WHAT? River otter attacks, injures boy, grandmother in Pilchuck River
LAKE STEVENS, Wash. — A river otter attacked and injured a boy and his grandmother in the Pilchuck River at Lake Connor Park Thursday morning, the Lake Stevens Fire Department confirmed.
The department said the injured boy, described as being under 10, was taken to the hospital in stable condition with lacerations to his head, but his grandmother was in serious condition with several lacerations to the face and head.
According to the newspaper, state Department of Fish & Wildlife Capt. Alan Myers said the boy was swimming in the river with his grandmother at about 11 a.m. when the otter attacked. Why the otter attacked remained a mystery.
Myers said the boy likely would need stitches and his grandmother had a severe eye injury.

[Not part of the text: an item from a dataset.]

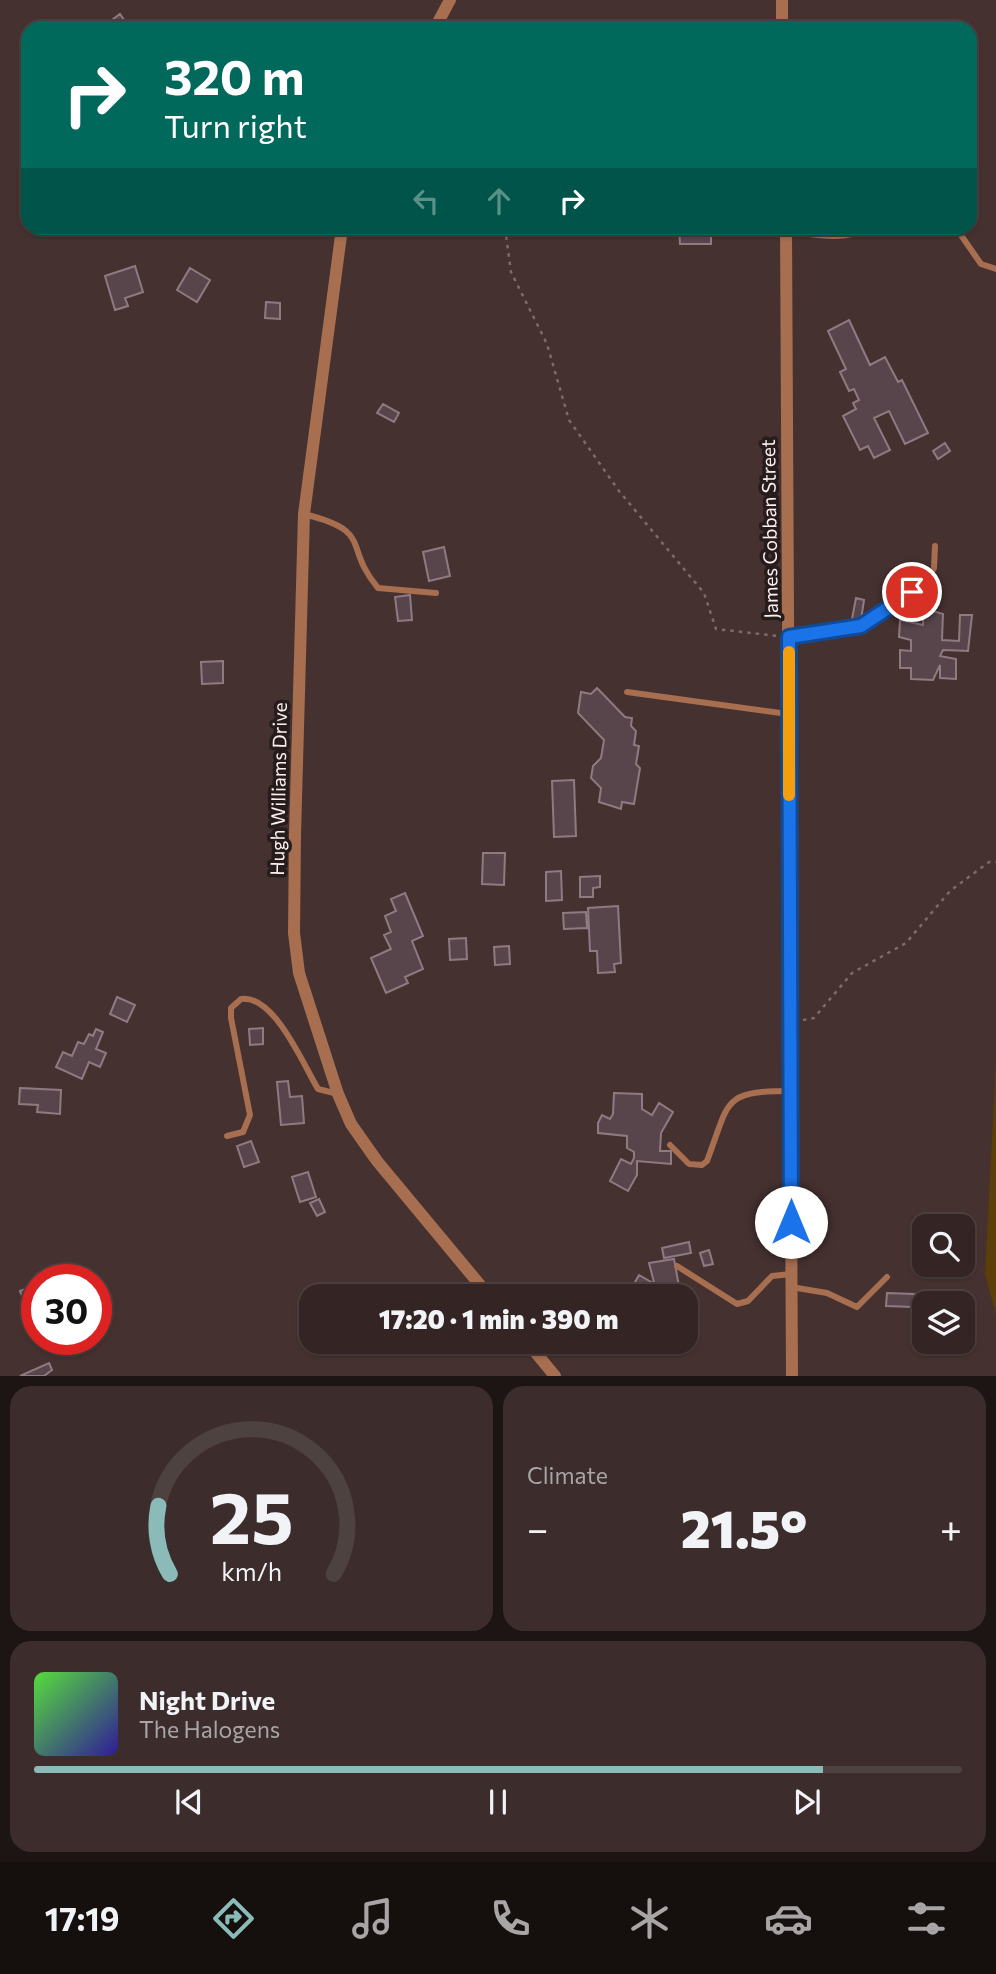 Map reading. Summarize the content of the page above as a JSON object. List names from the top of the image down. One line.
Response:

Ruth Milner, a wildlife biologist with the DFW, told the Herald that river otters are not common in the area and that otter attacks are uncommon.
Myers told the paper that signs were being posted around Lake Connor Park and along the river where the attack happened.
As of Thursday night, the otter had not been found. If caught, the otter may be relocated or euthanized.
An adult river otter can weigh between 11 and 30 pounds.
A member of the weasel family, the river otter is versatile in water or on land. It establishes a burrow close to the water’s edge and its den typically has many tunnel openings, one of which generally allows the otter to enter and exit the body of water. Female otters give birth in these underground burrows, producing litters of one to six young.
North American river otters, like most predators, prey upon the most readily accessible species. Fish is a favored food among the otters, but they also consume amphibians, such as frogs, turtles and crayfish. Instances of river otters eating small mammals and occasionally birds have been reported as well.